Re: [PATCH v4 07/10] KVM: x86/MMU: Allow NX huge pages to be disabled on a per-vm basis

[Sean Christopherson]

On Mon, Apr 11, 2022, Ben Gardon wrote:
> @@ -6079,6 +6080,11 @@ int kvm_vm_ioctl_enable_cap(struct kvm *kvm,
>  		}
>  		mutex_unlock(&kvm->lock);
>  		break;
> +	case KVM_CAP_VM_DISABLE_NX_HUGE_PAGES:
> +		kvm->arch.disable_nx_huge_pages = true;

It's probably worth requiring cap->args[0] to be zero, KVM has been burned too many
times by lack of extensibility.

> +		kvm_update_nx_huge_pages(kvm);

Is there actually a use case to do this while the VM is running?  Given that this
is a one-way control, i.e. userspace can't re-enable the mitigation, me thinks the
answer is no.  And logically, I don't see why userspace would suddenly decide to
trust the guest at some random point in time.

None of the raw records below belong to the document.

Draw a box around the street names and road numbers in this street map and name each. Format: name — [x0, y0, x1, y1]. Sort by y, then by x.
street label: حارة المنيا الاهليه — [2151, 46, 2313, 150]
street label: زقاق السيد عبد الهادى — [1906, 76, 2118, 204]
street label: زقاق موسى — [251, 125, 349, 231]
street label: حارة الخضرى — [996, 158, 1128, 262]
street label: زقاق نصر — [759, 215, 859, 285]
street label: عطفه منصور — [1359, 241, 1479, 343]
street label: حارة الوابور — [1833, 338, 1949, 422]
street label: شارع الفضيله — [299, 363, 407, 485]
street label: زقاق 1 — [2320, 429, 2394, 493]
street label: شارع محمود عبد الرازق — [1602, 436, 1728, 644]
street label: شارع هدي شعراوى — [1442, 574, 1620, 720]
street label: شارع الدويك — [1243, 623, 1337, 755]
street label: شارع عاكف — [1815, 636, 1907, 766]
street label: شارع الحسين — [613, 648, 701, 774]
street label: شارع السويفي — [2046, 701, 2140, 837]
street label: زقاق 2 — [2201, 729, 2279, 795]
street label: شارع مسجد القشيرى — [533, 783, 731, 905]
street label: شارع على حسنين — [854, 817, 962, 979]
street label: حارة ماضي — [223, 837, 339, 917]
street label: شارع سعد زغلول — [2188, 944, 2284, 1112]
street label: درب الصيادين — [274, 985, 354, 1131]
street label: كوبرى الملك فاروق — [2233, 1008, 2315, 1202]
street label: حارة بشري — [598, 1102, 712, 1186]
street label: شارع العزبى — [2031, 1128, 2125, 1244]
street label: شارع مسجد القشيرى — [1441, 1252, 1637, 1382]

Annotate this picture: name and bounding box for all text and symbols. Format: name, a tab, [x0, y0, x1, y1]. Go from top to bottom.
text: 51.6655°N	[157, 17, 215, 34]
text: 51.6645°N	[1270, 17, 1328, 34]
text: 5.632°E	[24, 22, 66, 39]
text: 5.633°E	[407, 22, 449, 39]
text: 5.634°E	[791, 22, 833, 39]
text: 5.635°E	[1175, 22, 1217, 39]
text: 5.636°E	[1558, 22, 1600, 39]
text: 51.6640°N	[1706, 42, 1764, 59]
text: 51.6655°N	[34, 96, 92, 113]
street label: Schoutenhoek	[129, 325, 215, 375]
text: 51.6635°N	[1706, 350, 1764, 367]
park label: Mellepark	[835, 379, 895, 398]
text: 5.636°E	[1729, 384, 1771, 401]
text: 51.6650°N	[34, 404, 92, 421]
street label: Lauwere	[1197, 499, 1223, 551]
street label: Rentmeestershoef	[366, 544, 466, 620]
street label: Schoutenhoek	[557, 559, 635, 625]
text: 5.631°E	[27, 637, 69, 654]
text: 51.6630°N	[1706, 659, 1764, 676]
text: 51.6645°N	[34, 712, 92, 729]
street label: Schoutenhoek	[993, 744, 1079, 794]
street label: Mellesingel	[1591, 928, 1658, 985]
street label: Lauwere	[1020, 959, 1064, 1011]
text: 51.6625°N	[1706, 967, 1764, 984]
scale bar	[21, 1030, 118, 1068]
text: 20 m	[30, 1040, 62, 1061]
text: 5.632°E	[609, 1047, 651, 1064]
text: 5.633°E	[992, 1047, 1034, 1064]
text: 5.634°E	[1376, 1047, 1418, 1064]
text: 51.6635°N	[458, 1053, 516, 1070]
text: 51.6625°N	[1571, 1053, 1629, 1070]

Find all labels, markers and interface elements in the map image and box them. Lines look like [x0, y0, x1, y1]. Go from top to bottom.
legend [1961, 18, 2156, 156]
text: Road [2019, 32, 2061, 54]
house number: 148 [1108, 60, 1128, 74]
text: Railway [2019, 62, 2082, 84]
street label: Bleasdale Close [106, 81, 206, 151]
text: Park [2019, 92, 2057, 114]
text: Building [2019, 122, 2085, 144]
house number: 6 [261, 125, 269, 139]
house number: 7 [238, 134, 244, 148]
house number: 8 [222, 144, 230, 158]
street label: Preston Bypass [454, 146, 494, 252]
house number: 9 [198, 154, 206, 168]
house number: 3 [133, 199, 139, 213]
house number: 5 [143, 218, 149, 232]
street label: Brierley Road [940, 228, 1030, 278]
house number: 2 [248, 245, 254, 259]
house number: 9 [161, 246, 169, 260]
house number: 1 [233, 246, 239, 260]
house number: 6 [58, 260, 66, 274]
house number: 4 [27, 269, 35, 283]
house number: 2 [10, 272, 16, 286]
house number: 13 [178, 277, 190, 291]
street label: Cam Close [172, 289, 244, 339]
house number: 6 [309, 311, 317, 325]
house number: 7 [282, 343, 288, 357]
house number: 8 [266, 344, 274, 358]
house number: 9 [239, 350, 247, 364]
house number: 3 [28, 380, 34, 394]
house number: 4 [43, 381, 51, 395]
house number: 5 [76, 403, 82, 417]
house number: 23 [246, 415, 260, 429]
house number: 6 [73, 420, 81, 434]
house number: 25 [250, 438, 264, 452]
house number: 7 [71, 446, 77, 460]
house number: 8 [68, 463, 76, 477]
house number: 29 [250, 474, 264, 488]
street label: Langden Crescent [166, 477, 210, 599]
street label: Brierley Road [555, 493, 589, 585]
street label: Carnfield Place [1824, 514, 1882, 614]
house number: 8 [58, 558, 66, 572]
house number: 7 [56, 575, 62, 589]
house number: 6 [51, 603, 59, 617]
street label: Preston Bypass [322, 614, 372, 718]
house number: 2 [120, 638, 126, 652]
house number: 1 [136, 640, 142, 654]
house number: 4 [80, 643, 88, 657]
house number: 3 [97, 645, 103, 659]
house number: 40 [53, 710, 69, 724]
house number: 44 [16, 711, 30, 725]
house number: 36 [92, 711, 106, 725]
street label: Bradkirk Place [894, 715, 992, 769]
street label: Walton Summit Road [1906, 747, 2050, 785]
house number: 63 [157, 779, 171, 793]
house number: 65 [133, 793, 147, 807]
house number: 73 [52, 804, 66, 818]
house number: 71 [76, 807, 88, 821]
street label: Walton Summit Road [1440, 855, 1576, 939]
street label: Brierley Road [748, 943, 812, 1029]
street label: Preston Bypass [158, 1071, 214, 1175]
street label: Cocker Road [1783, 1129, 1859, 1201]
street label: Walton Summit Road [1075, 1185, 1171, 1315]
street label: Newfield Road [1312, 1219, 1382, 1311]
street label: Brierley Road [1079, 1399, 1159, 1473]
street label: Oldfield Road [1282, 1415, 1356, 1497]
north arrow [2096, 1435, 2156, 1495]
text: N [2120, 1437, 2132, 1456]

So, require this to be done before vCPUs are created, then there's no need to
zap SPTEs because there can't be any SPTEs to zap.  Then the previous patch also
goes away.  Or to be really draconian, disallow the cap if memslots have been
created, though I think created_vcpus will be sufficient now and in the future.

We can always lift the restriction if someone has a use case for toggling this
while the VM is running, but we can't do the reverse.